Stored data

———

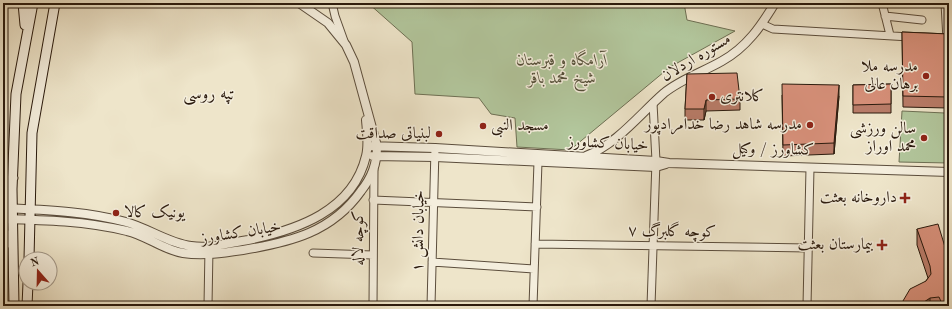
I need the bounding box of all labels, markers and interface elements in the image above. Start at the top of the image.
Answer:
street label: مستوره اردلان [658,31,734,86]
park label: آرامگاه و قبرستان شیخ محمد باقر [516,49,608,92]
place label: مدرسه ملا برهان عالی [861,59,918,93]
marker: مدرسه ملا برهان عالی [921,71,931,81]
district label: تپه روسی [183,86,235,106]
place label: کلانتری [720,88,764,105]
marker: کلانتری [707,92,717,102]
place label: مدرسه شاهد رضا خدامرادپور [643,117,802,135]
place label: مسجد النبی [491,118,549,138]
marker: مدرسه شاهد رضا خدامرادپور [805,120,815,130]
marker: مسجد النبی [478,121,488,131]
place label: سالن ورزشی محمد اوراز [850,121,916,155]
place label: لبنیاتی ‌صداقت [356,126,431,142]
marker: لبنیاتی ‌صداقت [434,129,444,139]
street label: خیابان کشاورز [565,133,649,154]
marker: سالن ورزشی محمد اوراز [919,133,929,143]
street label: کشاورز / وکیل [732,140,814,161]
street label: خیابان دانش ۱ [410,190,429,272]
place label: داروخانه بعثت [820,190,897,206]
marker: داروخانه بعثت [900,193,910,203]
place label: یونیک کالا [124,203,186,222]
marker: یونیک کالا [111,208,121,218]
street label: کوچه لاله [350,210,369,266]
street label: خیابان کشاورز [198,218,282,248]
street label: کوچه گلبرگ ۷ [628,220,716,243]
place label: بیمارستان بعثت [797,237,873,253]
marker: بیمارستان بعثت [876,239,888,251]
north arrow [18,251,58,291]
text: N [29,256,41,270]

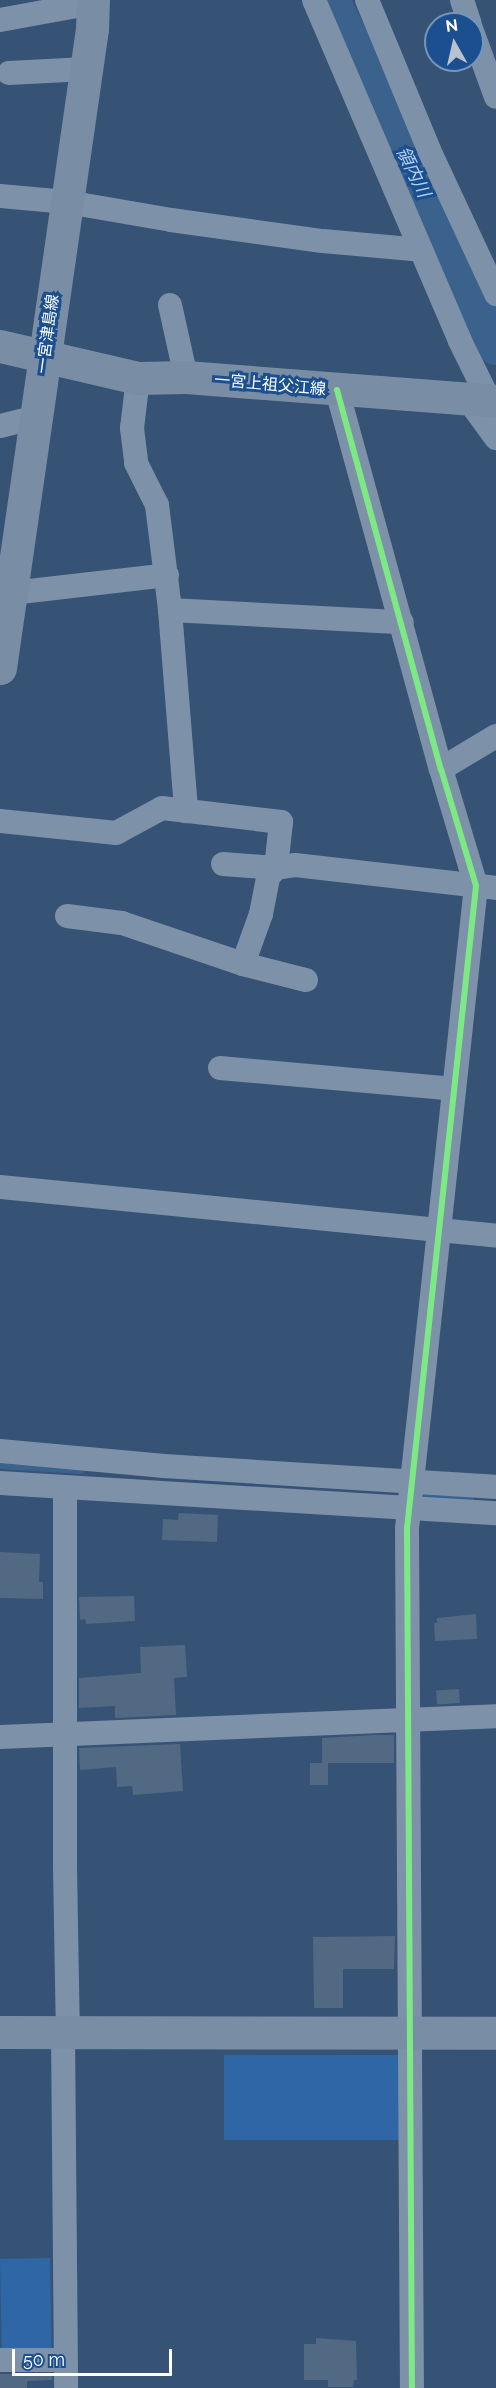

———

Exercise: Using the records above, copy all lines that include the word "place".

Task response:
place label: مدرسه ملا برهان عالی [861,59,918,93]
place label: کلانتری [720,88,764,105]
place label: مدرسه شاهد رضا خدامرادپور [643,117,802,135]
place label: مسجد النبی [491,118,549,138]
place label: سالن ورزشی محمد اوراز [850,121,916,155]
place label: لبنیاتی ‌صداقت [356,126,431,142]
place label: داروخانه بعثت [820,190,897,206]
place label: یونیک کالا [124,203,186,222]
place label: بیمارستان بعثت [797,237,873,253]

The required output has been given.